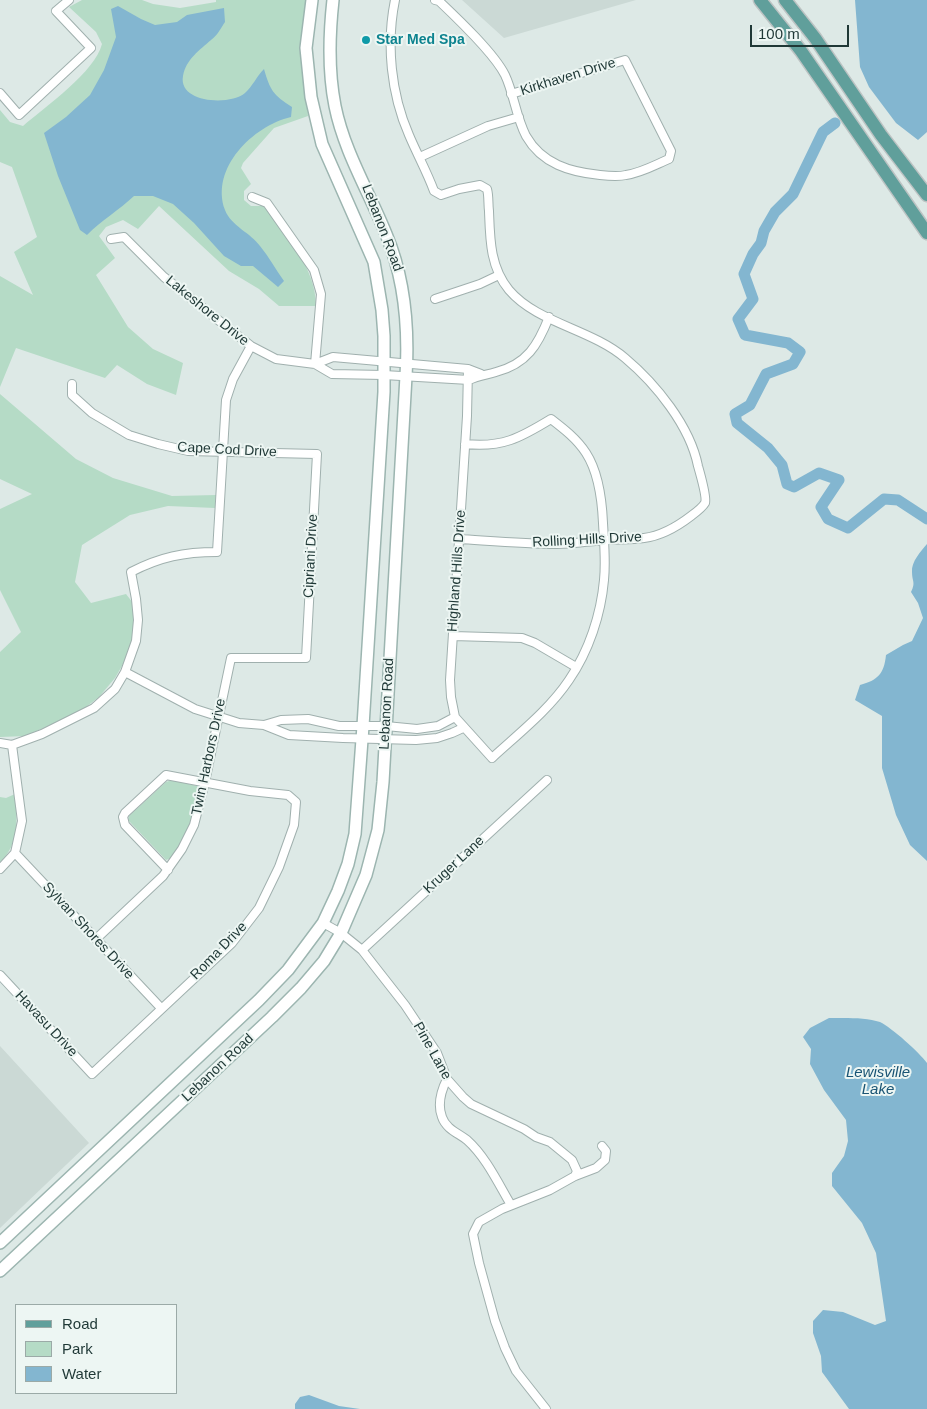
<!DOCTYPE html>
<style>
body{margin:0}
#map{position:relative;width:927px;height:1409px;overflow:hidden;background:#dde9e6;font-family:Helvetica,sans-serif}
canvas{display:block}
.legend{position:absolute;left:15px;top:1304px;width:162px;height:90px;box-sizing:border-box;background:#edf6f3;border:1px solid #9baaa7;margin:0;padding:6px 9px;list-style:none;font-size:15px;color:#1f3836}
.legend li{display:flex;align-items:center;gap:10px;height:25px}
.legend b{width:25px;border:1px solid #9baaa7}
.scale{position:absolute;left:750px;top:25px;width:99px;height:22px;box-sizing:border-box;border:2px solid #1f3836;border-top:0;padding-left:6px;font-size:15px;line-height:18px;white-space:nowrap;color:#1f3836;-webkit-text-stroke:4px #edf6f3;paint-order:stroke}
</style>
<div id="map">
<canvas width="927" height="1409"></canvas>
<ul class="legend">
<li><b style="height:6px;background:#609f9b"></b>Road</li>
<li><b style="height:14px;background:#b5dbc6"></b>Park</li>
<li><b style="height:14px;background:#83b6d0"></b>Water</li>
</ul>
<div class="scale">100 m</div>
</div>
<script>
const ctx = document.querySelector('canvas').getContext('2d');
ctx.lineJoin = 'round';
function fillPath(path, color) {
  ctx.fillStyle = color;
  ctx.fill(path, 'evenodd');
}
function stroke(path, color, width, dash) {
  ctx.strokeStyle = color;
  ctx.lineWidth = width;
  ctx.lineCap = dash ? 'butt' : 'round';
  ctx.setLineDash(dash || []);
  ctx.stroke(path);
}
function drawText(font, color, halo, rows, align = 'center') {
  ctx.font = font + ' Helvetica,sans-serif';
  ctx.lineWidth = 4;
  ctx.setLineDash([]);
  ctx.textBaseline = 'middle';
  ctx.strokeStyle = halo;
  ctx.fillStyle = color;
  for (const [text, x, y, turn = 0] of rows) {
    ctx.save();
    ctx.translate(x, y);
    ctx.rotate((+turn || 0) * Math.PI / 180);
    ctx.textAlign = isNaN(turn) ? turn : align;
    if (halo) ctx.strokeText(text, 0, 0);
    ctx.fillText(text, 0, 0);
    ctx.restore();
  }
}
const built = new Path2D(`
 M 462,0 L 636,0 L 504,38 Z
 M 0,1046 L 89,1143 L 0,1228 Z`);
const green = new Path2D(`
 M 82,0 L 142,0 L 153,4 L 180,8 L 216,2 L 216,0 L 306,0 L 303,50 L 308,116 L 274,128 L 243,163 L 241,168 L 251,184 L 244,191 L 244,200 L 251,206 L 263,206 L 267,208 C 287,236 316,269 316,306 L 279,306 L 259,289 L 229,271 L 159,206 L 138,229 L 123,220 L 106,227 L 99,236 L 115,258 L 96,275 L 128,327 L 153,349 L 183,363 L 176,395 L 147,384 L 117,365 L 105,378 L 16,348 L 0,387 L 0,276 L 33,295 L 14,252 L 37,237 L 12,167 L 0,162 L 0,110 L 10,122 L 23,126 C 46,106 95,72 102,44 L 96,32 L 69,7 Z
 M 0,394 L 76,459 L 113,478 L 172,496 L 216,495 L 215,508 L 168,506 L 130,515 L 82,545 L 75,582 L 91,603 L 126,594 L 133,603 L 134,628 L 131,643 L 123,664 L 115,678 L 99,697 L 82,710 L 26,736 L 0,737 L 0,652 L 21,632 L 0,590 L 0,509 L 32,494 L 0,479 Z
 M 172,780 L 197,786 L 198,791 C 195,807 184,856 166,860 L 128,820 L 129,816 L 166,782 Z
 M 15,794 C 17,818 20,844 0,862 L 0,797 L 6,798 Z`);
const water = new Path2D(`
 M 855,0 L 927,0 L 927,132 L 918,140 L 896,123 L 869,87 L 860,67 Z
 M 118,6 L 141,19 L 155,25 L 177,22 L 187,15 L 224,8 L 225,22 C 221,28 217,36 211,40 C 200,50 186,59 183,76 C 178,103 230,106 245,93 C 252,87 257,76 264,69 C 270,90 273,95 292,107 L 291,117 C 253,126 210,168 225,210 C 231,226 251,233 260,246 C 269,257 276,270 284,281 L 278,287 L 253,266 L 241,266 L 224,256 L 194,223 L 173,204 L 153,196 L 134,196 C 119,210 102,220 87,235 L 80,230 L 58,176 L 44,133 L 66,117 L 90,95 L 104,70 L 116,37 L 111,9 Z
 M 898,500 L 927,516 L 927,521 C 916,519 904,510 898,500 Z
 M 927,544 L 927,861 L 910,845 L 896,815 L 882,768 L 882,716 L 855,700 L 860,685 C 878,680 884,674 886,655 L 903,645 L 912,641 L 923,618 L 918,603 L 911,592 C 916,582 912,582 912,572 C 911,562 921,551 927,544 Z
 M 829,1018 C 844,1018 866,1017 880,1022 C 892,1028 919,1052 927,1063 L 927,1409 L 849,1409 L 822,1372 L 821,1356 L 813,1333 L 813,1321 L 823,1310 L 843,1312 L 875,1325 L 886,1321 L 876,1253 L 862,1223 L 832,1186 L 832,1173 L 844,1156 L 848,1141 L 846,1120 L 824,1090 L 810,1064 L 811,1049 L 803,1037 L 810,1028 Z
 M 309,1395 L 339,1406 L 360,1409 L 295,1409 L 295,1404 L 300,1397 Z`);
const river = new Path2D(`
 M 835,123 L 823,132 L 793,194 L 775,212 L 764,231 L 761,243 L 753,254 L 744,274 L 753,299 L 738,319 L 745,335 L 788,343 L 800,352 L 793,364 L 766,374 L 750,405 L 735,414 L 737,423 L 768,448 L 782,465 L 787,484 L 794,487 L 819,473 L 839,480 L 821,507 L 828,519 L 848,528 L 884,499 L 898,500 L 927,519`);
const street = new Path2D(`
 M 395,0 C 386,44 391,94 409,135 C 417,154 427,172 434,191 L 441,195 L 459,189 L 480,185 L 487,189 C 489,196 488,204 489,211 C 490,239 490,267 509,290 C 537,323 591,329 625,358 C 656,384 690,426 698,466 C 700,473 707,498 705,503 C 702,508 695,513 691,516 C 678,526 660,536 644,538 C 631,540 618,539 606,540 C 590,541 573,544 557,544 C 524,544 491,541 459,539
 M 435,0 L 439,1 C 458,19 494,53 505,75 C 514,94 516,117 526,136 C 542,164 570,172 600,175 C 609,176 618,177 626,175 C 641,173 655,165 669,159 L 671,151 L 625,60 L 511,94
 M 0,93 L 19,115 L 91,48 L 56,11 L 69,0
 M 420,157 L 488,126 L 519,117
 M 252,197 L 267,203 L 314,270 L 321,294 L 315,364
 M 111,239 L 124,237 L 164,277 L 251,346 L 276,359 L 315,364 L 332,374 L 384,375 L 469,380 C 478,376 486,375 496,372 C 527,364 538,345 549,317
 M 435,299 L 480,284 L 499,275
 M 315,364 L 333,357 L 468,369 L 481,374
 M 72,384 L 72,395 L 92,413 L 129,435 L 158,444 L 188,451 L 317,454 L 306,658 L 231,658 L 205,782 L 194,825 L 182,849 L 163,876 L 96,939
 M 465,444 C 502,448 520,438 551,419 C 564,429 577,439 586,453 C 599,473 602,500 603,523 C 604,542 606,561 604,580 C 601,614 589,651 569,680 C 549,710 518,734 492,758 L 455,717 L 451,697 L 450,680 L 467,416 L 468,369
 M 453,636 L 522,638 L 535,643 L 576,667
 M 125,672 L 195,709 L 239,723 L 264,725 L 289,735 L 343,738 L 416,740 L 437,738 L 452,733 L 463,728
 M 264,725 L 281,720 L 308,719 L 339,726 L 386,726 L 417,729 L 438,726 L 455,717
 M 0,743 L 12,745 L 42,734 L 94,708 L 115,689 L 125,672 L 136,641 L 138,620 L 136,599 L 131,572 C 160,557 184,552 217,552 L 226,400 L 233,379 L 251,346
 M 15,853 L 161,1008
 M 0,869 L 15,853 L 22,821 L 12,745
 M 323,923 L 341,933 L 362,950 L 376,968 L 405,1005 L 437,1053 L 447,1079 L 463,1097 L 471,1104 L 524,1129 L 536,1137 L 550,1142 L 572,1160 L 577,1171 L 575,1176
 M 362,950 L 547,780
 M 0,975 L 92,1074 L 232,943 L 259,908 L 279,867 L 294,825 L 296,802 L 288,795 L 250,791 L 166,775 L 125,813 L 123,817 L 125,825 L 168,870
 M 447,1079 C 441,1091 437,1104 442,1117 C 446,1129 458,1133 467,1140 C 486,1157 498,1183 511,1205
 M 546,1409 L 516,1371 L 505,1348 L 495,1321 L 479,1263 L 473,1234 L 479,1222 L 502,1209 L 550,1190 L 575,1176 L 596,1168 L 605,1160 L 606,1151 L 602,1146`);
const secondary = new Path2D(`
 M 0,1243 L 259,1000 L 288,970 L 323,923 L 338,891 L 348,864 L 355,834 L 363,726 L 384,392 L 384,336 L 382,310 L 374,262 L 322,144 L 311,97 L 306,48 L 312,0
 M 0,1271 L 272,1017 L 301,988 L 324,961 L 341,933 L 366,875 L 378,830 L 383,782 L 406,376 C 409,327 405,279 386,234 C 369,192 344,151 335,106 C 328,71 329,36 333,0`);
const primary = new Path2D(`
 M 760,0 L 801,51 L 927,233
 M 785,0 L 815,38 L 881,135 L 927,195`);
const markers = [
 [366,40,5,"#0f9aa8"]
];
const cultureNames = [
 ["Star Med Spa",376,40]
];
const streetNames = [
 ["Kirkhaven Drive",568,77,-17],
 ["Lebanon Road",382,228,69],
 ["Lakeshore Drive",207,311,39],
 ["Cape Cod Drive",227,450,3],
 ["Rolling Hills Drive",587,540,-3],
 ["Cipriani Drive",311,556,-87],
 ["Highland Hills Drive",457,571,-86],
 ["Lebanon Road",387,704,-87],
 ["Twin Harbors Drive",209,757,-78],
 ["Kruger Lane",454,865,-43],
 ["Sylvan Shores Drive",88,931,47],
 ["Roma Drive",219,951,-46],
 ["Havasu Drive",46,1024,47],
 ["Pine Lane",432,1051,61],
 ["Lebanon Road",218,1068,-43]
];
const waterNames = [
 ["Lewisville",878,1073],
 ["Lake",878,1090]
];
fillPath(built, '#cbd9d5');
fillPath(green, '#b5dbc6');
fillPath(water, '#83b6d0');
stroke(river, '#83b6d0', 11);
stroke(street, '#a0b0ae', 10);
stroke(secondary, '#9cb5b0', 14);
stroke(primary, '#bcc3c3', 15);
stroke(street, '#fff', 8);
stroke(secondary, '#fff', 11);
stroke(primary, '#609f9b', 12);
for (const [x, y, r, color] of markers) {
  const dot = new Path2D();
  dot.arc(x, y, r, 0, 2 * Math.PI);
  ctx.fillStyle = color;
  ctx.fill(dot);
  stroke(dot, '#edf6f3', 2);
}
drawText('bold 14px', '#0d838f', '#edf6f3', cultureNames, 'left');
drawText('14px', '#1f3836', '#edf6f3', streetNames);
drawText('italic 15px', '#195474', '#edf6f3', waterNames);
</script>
------------------------------------------------------------
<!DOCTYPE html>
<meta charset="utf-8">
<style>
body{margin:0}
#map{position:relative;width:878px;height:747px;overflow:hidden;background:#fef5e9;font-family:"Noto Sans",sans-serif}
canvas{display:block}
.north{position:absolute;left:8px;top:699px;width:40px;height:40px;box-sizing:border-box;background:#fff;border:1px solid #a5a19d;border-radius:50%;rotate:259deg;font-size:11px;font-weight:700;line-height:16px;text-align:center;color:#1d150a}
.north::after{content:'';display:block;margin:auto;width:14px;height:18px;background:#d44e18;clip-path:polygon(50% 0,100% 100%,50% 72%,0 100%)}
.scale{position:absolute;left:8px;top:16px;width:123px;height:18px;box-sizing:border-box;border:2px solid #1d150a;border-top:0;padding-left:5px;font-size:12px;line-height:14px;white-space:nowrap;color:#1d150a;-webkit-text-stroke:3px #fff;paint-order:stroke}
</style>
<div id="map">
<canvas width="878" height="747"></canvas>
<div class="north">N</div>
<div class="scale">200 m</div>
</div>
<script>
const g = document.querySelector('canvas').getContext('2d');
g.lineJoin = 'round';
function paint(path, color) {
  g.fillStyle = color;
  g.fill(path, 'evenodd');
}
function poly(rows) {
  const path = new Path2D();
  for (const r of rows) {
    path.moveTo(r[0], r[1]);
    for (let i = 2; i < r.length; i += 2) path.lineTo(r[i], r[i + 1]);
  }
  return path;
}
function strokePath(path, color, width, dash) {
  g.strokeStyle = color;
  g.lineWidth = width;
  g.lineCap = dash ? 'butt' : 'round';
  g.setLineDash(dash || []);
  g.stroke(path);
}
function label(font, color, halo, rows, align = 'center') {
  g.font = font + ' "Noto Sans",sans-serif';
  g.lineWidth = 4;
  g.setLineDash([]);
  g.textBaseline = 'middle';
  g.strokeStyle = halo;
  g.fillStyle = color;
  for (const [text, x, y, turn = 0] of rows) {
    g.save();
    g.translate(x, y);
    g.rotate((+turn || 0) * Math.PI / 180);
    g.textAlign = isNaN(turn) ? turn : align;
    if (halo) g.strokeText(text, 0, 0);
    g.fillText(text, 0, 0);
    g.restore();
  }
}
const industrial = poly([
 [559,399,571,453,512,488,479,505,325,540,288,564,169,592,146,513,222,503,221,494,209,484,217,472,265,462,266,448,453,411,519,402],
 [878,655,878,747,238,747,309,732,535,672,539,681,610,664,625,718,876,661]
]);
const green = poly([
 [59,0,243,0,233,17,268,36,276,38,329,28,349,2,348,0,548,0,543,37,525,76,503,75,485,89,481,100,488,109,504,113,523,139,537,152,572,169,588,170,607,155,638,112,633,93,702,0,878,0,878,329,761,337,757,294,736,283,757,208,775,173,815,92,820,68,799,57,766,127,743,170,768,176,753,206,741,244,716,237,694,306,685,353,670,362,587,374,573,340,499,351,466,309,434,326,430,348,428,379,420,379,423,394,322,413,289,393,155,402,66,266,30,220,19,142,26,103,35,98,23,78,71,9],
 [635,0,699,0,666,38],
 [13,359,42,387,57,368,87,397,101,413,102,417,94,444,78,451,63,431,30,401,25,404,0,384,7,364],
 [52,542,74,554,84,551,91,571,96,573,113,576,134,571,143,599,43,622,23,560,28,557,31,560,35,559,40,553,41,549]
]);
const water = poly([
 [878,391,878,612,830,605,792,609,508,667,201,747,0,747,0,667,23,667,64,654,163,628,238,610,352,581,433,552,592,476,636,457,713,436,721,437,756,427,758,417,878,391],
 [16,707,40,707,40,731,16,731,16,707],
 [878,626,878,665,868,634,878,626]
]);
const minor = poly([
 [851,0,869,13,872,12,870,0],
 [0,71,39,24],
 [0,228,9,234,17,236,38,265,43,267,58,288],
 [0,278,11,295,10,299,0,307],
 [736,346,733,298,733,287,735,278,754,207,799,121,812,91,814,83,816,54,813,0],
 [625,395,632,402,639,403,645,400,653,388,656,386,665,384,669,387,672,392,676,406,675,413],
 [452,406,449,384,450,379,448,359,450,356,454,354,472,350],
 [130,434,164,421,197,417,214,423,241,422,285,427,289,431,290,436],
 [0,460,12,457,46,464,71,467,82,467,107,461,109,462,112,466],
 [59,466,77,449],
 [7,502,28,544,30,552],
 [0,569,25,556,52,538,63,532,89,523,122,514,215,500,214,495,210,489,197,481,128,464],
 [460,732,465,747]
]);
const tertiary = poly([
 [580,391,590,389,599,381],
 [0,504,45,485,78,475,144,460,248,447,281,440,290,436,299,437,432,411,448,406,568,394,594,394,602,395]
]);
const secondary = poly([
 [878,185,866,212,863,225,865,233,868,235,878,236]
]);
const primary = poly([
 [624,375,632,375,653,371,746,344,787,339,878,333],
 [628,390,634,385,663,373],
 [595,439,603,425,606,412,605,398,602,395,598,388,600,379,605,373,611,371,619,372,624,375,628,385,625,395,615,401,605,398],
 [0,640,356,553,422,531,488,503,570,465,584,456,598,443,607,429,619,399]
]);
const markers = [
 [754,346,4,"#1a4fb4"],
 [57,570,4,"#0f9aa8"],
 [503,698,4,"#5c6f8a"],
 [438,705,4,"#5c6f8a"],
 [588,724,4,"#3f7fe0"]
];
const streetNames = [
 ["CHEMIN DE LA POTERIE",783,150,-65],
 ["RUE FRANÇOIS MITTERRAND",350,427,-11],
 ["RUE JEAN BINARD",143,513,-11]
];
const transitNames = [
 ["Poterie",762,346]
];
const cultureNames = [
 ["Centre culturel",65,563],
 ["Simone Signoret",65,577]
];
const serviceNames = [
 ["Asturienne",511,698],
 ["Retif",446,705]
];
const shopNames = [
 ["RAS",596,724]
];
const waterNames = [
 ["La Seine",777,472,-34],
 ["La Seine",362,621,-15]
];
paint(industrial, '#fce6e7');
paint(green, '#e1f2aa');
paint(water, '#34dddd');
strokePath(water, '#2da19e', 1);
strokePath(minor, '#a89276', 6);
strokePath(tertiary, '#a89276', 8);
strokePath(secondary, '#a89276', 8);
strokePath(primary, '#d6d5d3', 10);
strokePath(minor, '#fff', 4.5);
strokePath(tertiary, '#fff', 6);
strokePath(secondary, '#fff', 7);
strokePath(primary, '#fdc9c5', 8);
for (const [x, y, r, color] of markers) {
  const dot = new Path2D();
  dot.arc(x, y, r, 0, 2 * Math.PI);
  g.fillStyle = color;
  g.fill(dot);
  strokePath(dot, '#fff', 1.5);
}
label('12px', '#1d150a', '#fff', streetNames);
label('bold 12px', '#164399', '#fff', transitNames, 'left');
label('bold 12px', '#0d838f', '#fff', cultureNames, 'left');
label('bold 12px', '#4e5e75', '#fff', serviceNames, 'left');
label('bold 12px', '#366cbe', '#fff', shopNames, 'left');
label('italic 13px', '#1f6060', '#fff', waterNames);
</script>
------------------------------------------------------------
— Exercise directions —
For the records above, state how many lines contain "textBaseline", and nothing more.

— Output —
2